Exercise objective - Leaving pictures aside, restate exactly the lines of the data below, from the first one through the line that contains "position:relative; width:1250px; height:1041px;".

Stored data
# # # #

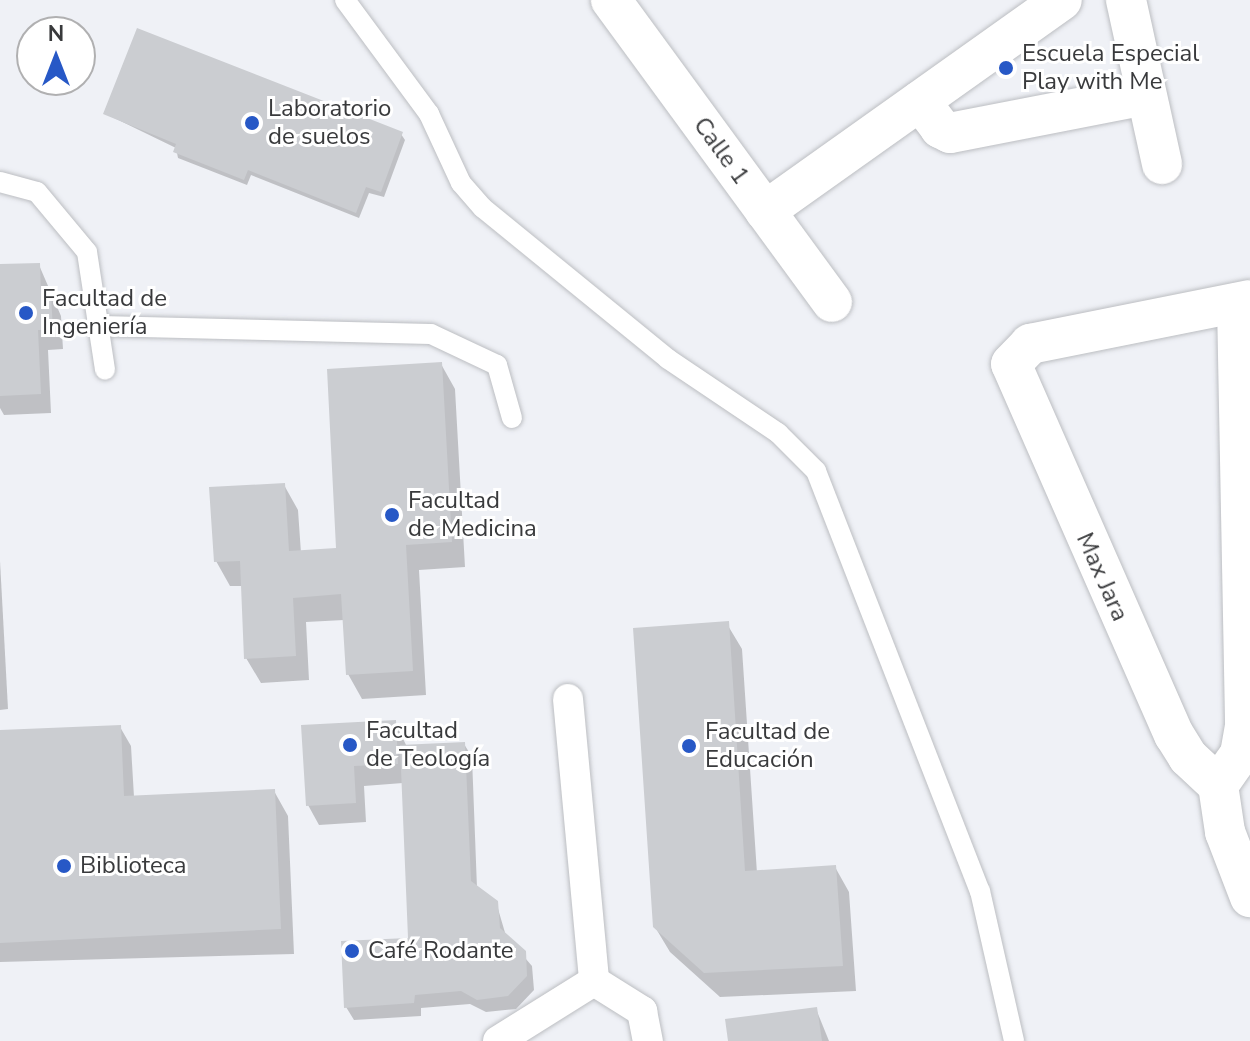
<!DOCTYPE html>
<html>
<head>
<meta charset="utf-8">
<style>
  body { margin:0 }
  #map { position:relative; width:1250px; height:1041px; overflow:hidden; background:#eff1f6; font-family:"Nunito Sans",sans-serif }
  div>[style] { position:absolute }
  .shadow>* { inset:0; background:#0003 }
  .building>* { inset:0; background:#cbcdd1 }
  .roads { filter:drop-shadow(0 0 2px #bcbec2) drop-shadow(0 0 2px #bcbec2) }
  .service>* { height:20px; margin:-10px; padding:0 10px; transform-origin:10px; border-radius:10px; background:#fff }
  .pedestrian>* { height:30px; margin:-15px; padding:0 15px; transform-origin:15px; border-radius:15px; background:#fff }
  .minor>* { height:40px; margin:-20px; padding:0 20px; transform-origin:20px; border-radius:20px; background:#fff }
  .dots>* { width:22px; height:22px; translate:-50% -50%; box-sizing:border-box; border:4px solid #fff; border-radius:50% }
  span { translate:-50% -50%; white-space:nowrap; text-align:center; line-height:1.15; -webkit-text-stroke:6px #fff; paint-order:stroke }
  .poi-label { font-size:24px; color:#393a3c }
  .left { translate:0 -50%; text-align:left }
  .street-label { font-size:24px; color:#393a3c }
  .north { position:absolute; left:16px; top:16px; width:80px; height:80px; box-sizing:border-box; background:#fff; border:2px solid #b0b0b1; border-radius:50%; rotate:0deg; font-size:22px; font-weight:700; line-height:32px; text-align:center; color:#393a3c }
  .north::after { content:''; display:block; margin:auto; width:28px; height:36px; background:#2758c6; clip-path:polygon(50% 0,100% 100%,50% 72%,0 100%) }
</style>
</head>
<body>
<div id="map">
  <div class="shadow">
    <i style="clip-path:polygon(106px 114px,401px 134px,405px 140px,384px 197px,369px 193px,359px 218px,251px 175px,247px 185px,178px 158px,176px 148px)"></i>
    <i style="clip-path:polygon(0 260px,0 266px,39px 265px,61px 316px,63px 349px,48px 350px,51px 413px,4px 415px,0 408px)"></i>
    <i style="clip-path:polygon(441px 364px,455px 389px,465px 567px,419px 570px,426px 695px,362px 699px,348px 674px,344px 620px,306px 622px,309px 680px,261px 683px,246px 658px,243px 586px,230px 586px,216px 561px,284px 485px,298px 510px,301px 553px,338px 550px)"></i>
    <i style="clip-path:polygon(0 561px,8px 709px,0 710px)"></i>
    <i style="clip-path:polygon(727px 624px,742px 649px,757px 873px,835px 867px,849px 892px,856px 991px,720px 997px,670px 952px,655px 927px)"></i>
    <i style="clip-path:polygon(395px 722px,407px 747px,464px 744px,472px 757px,477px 888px,496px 902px,506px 936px,532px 966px,534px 990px,516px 1009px,486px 1012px,470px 1004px,421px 1008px,421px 1016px,354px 1020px,346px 1007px,410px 940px,403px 783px,364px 786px,366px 822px,319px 825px,308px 805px)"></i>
    <i style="clip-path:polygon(120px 727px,131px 746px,134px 797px,274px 791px,288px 816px,294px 954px,0 962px,0 732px)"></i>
    <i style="clip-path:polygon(816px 1009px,829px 1041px,730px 1041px)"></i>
  </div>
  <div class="building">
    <i style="clip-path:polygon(137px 28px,403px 132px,381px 192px,366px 187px,356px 213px,248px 170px,244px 180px,173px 152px,176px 144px,103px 114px)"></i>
    <i style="clip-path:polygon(40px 263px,41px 295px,51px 295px,53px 330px,38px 330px,41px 394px,0 396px,0 264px)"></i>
    <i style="clip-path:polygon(442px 362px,452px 542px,406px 545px,413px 671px,346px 675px,341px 594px,293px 598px,296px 656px,244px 659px,240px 561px,214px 562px,209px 487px,285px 483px,289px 551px,336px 548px,327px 369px)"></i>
    <i style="clip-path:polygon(729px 621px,745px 871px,836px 865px,843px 966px,704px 973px,653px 927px,633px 628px)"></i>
    <i style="clip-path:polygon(396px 720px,398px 764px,354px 766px,356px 803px,306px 806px,301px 725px)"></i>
    <i style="clip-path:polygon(121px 725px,124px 796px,275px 789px,281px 929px,0 943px,0 730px)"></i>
    <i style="clip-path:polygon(465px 742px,471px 881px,498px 901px,500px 928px,526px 951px,527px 976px,508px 996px,477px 1000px,461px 991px,415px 995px,414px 1003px,344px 1008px,341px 941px,408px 938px,400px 745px)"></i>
    <i style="clip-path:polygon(817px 1007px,822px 1041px,728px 1041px,725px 1019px)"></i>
  </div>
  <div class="roads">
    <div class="service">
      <i style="left:345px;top:0;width:142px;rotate:53.6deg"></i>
      <i style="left:429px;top:114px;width:76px;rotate:65.1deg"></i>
      <i style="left:461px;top:183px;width:33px;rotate:49deg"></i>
      <i style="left:483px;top:208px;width:239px;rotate:39.2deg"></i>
      <i style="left:668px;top:359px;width:133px;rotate:33.9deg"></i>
      <i style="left:778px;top:433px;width:54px;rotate:45deg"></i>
      <i style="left:816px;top:471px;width:451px;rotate:68.7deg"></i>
      <i style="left:980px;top:891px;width:154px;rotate:77.2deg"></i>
      <i style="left:0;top:182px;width:38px;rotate:15deg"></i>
      <i style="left:37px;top:192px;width:78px;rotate:50.2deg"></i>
      <i style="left:87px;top:252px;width:119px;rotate:81.3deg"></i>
      <i style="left:100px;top:326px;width:331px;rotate:1.4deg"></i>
      <i style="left:431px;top:334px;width:73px;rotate:25.2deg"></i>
      <i style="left:497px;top:365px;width:55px;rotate:74.2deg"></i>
    </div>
    <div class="pedestrian">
      <i style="left:568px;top:699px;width:283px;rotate:84.7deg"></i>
      <i style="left:594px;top:981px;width:57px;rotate:32deg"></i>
      <i style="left:642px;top:1011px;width:31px;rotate:79deg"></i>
      <i style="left:498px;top:1041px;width:113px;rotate:-32deg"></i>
    </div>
    <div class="minor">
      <i style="left:611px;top:0;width:374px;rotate:53.8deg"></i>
      <i style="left:1126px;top:0;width:168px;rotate:77.6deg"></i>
      <i style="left:920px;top:101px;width:34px;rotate:53deg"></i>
      <i style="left:940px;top:128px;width:11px;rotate:27deg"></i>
      <i style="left:950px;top:133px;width:200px;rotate:-11deg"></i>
      <i style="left:765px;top:211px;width:364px;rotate:-35.4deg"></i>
      <i style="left:1237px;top:303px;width:423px;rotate:88.9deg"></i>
      <i style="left:1245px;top:726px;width:28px;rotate:100deg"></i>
      <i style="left:1240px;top:754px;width:38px;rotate:125deg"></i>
      <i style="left:1218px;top:785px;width:48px;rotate:81.5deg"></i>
      <i style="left:1225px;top:832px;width:70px;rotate:69deg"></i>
      <i style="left:1218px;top:785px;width:41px;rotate:-137deg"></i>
      <i style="left:1188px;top:757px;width:26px;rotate:-122deg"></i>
      <i style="left:1174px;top:735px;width:405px;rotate:-113.7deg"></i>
      <i style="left:1011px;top:364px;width:28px;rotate:-46deg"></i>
      <i style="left:1030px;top:344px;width:224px;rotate:-11.3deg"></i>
    </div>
  </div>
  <div class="dots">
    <i style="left:1006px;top:68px;background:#2758c6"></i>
    <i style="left:252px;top:123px;background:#2758c6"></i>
    <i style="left:26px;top:313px;background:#2758c6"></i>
    <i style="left:392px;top:515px;background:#2758c6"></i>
    <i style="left:350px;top:745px;background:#2758c6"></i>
    <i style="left:689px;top:746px;background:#2758c6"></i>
    <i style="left:64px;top:866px;background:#2758c6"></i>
    <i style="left:352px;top:951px;background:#2758c6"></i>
  </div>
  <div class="poi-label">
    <span class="left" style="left:1022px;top:68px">Escuela Especial<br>Play with Me</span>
    <span class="left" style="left:268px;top:123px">Laboratorio<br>de suelos</span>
    <span class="left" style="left:42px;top:313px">Facultad de<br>Ingeniería</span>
    <span class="left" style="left:408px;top:515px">Facultad<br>de Medicina</span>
    <span class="left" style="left:366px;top:745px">Facultad<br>de Teología</span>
    <span class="left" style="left:705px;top:746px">Facultad de<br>Educación</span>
    <span class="left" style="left:80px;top:866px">Biblioteca</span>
    <span class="left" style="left:368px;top:951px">Café Rodante</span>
  </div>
  <div class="street-label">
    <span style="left:721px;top:151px;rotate:54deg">Calle 1</span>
    <span style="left:1102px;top:577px;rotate:66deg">Max Jara</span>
  </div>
  <div class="north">N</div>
</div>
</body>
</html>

# # # #

Solution to the problem -
<!DOCTYPE html>
<html>
<head>
<meta charset="utf-8">
<style>
  body { margin:0 }
  #map { position:relative; width:1250px; height:1041px; overflow:hidden; background:#eff1f6; font-family:"Nunito Sans",sans-serif }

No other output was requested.